[INPUT — start]

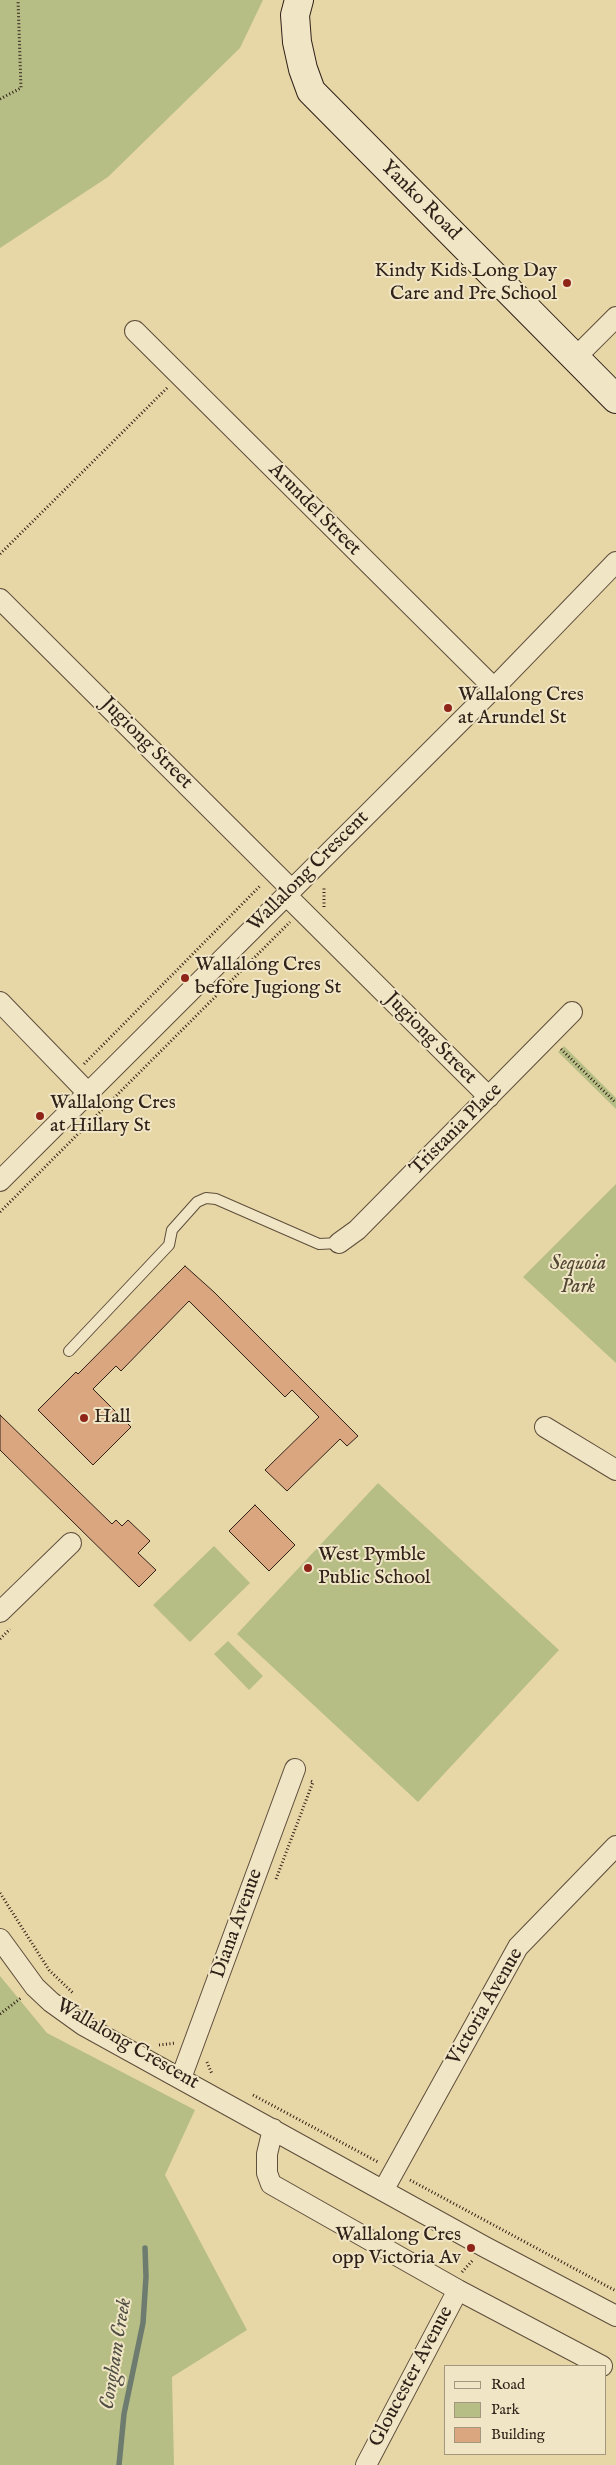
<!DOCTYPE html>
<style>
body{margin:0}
#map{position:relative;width:616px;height:2465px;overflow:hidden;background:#e8d7a6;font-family:"IM FELL English",serif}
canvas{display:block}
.legend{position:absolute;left:444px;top:2365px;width:162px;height:90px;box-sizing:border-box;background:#f0e5c5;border:1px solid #a39780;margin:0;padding:6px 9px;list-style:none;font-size:15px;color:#302119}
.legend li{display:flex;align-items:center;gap:10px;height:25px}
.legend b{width:25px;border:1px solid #a39780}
</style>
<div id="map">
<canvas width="616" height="2465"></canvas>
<ul class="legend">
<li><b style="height:6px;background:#f0e5c5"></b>Road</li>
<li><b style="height:14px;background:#b6be86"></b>Park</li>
<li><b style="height:14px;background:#daa680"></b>Building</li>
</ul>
</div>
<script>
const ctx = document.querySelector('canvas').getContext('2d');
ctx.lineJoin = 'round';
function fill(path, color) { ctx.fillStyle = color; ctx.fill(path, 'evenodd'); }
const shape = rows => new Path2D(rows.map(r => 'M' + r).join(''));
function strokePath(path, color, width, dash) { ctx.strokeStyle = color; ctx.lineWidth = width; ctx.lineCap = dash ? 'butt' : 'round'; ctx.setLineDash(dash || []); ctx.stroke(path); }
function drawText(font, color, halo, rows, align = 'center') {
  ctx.font = font + ' "IM FELL English",serif'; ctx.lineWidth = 4; ctx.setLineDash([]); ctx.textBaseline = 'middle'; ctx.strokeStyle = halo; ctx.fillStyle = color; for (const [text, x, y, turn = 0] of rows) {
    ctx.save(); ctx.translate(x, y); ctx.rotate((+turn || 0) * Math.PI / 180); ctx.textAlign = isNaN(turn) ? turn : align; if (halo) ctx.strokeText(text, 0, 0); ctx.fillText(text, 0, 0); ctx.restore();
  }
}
fill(shape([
 [0,0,263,0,240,48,108,177,0,248],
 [564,1046,616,1098,616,1109,558,1052],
 [616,1184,616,1363,523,1277],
 [378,1483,559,1650,418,1802,237,1634],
 [214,1546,250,1583,190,1642,153,1605],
 [228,1641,263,1676,249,1690,214,1654],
 [0,1976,47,2033,195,2110,165,2175,247,2330,172,2377,174,2465,0,2465]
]), '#b6be86');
strokePath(shape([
 [119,2465,124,2414,143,2323,146,2277,145,2248]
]), '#6e7c70', 5.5);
const building = shape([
 [185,1266,214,1292,358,1436,347,1446,340,1439,287,1491,265,1470,319,1417,292,1390,285,1397,189,1301,121,1371,116,1366,93,1389,131,1427,93,1465,38,1410,76,1372,78,1374,185,1266],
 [0,1415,112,1524,116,1520,122,1526,128,1520,150,1541,138,1553,156,1570,139,1587,0,1450,0,1415],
 [255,1505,295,1545,269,1571,229,1531,255,1505]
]);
fill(building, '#daa680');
strokePath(building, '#302119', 1);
const service = shape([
 [69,1351,169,1245,172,1230,197,1202,206,1198,216,1199,319,1244,339,1243]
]);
const minor = shape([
 [135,331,494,688],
 [575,358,616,317],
 [0,599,292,890],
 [286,895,489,1097],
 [0,1002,88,1093],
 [0,1181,494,688,616,562],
 [339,1243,357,1230,572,1012],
 [545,1427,616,1470],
 [0,1612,71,1543],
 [0,1939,35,1987,51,2002,83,2025,485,2247,616,2316],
 [181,2078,295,1769],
 [273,2129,267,2154,267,2173,271,2184,458,2290,602,2366],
 [384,2189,518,1947,616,1846],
 [366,2465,458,2290]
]);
const secondary = shape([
 [299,0,295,15,297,42,303,69,311,91,616,399]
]);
strokePath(service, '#5e4e3c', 12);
strokePath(minor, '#5e4e3c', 22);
strokePath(secondary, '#302119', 30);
strokePath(shape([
 [0,99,21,88,18,0],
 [0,554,168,387],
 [324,907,324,888],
 [561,1049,616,1103],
 [84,1064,261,885],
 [0,1212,290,922],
 [0,1639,10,1629],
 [276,1879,313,1782,311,1781],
 [0,1893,49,1970,73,1993],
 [0,2014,21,1998],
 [159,2045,176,2043],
 [207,2062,212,2074],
 [253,2095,378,2162],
 [410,2180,616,2291],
 [462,2272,473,2260]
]), '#302119', 3, [1, 2.5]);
strokePath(service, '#f0e5c5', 10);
strokePath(minor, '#f0e5c5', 20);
strokePath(secondary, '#f0e5c5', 28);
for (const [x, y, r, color] of [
 [567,283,5,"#8f2418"],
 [448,708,5,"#8f2418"],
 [185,978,5,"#8f2418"],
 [40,1116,5,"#8f2418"],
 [84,1418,5,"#8f2418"],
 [308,1568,5,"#8f2418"],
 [471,2248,5,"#8f2418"]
]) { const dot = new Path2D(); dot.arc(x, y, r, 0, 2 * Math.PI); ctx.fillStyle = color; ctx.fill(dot); strokePath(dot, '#f0e5c5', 2); }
drawText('20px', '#302119', '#f0e5c5', [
 ["Yanko Road",420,201,45],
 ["Arundel Street",314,510,45],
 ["Jugiong Street",146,744,45],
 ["Wallalong Crescent",309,872,-45],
 ["Jugiong Street",430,1039,45],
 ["Tristania Place",457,1130,-45],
 ["Diana Avenue",238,1924,-70],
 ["Victoria Avenue",486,2007,-60],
 ["Wallalong Crescent",127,2045,30],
 ["Gloucester Avenue",412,2377,-62]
]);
drawText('20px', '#302119', '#f0e5c5', [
 ["Kindy Kids Long Day",557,272,"right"],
 ["Care and Pre School",557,295,"right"],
 ["Wallalong Cres",458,696],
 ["at Arundel St",458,719],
 ["Wallalong Cres",195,966],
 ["before Jugiong St",195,989],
 ["Wallalong Cres",50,1104],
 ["at Hillary St",50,1127],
 ["Hall",94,1418],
 ["West Pymble",318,1556],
 ["Public School",318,1579],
 ["Wallalong Cres",461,2236,"right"],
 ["opp Victoria Av",461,2259,"right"]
], 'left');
drawText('italic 20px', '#524834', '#f0e5c5', [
 ["Sequoia",578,1265],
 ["Park",578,1288]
]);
drawText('italic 21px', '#4f4f44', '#f0e5c5', [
 ["Congham Creek",117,2354,-81]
]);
</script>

[INPUT — finish]

WHAT TO WORK ON: Where does "lineWidth" appear in the listing? Show every line that has it.

TASK ANSWER:
function strokePath(path, color, width, dash) { ctx.strokeStyle = color; ctx.lineWidth = width; ctx.lineCap = dash ? 'butt' : 'round'; ctx.setLineDash(dash || []); ctx.stroke(path); }
  ctx.font = font + ' "IM FELL English",serif'; ctx.lineWidth = 4; ctx.setLineDash([]); ctx.textBaseline = 'middle'; ctx.strokeStyle = halo; ctx.fillStyle = color; for (const [text, x, y, turn = 0] of rows) {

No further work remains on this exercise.